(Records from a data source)
::::::::

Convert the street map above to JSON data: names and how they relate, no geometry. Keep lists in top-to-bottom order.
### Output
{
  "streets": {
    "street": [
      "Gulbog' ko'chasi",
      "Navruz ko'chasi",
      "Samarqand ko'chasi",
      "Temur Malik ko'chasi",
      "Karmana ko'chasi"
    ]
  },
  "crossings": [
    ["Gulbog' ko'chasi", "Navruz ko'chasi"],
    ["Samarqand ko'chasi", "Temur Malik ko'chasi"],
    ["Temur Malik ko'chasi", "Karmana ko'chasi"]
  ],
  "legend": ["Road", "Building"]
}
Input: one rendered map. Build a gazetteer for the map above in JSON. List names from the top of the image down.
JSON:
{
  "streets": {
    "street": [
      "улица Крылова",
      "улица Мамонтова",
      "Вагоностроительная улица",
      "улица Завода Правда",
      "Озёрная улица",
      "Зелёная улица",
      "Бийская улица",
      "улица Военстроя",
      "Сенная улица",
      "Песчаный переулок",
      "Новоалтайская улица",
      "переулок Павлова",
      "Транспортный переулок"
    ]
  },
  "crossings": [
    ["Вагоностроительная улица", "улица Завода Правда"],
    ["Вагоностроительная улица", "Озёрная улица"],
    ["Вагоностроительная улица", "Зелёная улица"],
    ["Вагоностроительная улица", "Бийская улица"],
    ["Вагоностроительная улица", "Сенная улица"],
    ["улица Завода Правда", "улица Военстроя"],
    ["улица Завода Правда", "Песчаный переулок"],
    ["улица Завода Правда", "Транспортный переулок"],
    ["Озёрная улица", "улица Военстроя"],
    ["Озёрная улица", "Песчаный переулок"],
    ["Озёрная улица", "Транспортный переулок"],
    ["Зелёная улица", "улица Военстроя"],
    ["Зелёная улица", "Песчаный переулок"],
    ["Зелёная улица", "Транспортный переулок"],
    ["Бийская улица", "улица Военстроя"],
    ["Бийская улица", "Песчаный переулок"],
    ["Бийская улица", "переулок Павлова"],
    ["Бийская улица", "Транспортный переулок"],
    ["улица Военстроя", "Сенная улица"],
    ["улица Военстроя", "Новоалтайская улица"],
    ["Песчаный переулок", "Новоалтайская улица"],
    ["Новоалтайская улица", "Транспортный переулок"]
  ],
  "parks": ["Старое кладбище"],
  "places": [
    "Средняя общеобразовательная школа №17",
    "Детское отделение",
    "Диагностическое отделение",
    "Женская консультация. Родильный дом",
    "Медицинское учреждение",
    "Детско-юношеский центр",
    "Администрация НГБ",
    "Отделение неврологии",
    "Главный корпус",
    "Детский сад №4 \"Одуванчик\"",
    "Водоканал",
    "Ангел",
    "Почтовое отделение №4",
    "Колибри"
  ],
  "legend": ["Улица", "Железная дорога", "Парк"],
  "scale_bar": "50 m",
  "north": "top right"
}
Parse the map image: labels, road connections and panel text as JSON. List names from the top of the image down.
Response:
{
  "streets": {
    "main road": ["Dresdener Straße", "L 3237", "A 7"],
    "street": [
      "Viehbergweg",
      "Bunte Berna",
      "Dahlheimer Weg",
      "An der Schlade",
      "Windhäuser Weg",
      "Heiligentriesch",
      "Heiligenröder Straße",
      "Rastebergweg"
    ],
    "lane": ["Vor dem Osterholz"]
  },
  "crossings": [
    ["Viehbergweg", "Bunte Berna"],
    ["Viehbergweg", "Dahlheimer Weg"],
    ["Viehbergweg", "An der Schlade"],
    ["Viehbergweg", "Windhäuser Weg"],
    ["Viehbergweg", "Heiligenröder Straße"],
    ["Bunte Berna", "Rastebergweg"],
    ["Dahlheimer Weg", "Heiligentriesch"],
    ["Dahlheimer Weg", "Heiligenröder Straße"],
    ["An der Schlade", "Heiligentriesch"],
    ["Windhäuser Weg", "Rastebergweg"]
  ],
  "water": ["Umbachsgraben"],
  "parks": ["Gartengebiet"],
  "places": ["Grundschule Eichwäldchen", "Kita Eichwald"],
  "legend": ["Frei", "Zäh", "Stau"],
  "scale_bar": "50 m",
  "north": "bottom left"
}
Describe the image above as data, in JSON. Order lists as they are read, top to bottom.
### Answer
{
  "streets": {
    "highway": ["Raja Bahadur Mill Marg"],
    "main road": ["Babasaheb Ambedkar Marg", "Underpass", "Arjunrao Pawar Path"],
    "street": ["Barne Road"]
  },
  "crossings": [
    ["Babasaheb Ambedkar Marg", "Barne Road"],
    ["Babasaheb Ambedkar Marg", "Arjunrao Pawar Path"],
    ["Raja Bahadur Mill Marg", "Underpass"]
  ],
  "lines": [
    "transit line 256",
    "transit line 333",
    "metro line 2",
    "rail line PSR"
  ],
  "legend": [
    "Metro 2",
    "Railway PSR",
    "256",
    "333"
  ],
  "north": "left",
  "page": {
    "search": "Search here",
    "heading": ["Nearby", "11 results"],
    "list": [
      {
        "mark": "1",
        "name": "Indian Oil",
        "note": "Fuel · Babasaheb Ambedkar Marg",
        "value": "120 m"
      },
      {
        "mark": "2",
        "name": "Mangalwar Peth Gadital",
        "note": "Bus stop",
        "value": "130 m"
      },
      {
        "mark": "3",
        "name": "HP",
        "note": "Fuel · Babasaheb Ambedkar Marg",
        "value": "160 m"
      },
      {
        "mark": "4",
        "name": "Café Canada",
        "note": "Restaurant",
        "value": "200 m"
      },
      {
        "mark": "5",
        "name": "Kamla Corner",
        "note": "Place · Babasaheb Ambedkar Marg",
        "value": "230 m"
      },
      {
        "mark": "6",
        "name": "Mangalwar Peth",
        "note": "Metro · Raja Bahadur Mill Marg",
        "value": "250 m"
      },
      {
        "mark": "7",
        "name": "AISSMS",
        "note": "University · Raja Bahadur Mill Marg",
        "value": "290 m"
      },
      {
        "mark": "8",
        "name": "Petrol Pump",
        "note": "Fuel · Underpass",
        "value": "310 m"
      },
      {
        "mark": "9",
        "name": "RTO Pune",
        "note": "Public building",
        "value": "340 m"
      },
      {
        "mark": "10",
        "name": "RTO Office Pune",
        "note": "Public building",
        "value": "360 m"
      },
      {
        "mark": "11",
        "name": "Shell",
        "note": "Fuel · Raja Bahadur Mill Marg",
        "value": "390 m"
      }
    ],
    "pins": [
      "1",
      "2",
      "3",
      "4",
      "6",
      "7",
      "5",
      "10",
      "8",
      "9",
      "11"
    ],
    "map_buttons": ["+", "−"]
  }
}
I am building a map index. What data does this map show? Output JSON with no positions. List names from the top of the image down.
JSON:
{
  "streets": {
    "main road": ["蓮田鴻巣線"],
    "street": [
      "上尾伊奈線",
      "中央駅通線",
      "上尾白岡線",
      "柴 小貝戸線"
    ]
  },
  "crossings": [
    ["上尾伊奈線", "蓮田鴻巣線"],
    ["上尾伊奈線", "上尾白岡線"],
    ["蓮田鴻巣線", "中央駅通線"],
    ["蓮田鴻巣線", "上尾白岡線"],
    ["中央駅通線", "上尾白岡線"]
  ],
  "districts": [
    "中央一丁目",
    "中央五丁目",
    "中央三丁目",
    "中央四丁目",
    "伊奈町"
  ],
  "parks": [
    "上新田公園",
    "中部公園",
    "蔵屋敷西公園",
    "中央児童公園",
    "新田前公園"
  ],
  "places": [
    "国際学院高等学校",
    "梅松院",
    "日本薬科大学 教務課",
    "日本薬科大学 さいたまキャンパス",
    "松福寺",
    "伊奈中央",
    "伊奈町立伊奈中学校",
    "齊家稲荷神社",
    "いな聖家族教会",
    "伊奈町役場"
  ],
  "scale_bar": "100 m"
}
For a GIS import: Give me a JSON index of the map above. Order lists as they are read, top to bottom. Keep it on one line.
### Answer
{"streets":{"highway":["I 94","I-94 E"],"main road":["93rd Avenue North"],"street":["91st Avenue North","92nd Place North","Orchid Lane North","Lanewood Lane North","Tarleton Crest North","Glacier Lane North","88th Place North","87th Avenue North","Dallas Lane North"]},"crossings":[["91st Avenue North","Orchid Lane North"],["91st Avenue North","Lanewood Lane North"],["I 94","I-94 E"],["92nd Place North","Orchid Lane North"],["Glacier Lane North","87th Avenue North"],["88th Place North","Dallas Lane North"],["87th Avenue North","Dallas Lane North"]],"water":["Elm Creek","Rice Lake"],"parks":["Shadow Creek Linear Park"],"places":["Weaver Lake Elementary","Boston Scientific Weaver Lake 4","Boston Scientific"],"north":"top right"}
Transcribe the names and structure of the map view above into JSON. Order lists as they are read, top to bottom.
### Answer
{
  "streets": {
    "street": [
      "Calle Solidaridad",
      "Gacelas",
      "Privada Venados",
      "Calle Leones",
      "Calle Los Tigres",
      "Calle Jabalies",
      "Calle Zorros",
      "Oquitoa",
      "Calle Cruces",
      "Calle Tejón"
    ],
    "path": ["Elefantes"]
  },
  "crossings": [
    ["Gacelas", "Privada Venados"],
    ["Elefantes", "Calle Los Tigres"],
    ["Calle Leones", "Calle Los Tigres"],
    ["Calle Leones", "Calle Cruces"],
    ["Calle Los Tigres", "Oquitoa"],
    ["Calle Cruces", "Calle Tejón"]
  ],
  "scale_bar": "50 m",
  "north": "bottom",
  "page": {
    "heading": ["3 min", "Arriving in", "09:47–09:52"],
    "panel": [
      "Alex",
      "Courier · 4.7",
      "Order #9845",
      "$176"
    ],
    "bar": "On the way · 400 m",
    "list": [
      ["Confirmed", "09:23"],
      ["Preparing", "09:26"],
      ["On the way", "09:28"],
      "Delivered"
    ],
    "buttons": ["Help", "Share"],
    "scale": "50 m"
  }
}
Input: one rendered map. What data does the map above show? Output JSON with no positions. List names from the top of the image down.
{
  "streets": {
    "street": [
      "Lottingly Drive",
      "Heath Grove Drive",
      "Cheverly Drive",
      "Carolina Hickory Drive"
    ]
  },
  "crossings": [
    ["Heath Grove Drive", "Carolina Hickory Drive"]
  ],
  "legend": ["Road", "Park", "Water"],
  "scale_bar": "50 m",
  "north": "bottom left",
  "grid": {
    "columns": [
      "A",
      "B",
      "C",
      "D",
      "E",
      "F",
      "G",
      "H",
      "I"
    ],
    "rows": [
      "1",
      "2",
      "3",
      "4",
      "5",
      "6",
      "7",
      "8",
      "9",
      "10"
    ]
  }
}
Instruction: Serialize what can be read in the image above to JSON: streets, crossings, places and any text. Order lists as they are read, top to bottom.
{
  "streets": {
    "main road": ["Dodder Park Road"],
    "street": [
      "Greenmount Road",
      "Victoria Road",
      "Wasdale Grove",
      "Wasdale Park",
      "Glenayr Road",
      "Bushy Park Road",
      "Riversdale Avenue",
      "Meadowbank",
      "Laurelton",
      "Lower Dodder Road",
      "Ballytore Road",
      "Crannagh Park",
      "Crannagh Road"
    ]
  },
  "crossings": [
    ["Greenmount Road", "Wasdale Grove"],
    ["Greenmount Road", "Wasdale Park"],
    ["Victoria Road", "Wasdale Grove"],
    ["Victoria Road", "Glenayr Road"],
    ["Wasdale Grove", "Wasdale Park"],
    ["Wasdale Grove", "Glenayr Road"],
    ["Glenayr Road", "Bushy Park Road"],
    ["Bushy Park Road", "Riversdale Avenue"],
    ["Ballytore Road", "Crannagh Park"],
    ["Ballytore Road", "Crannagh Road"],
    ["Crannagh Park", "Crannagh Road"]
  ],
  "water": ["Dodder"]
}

::::::::

Description of the task: For the word "蓮田鴻巣線", show every line of the entries that holds it.

Answer to this task:
    "main road": ["蓮田鴻巣線"],
    ["上尾伊奈線", "蓮田鴻巣線"],
    ["蓮田鴻巣線", "中央駅通線"],
    ["蓮田鴻巣線", "上尾白岡線"],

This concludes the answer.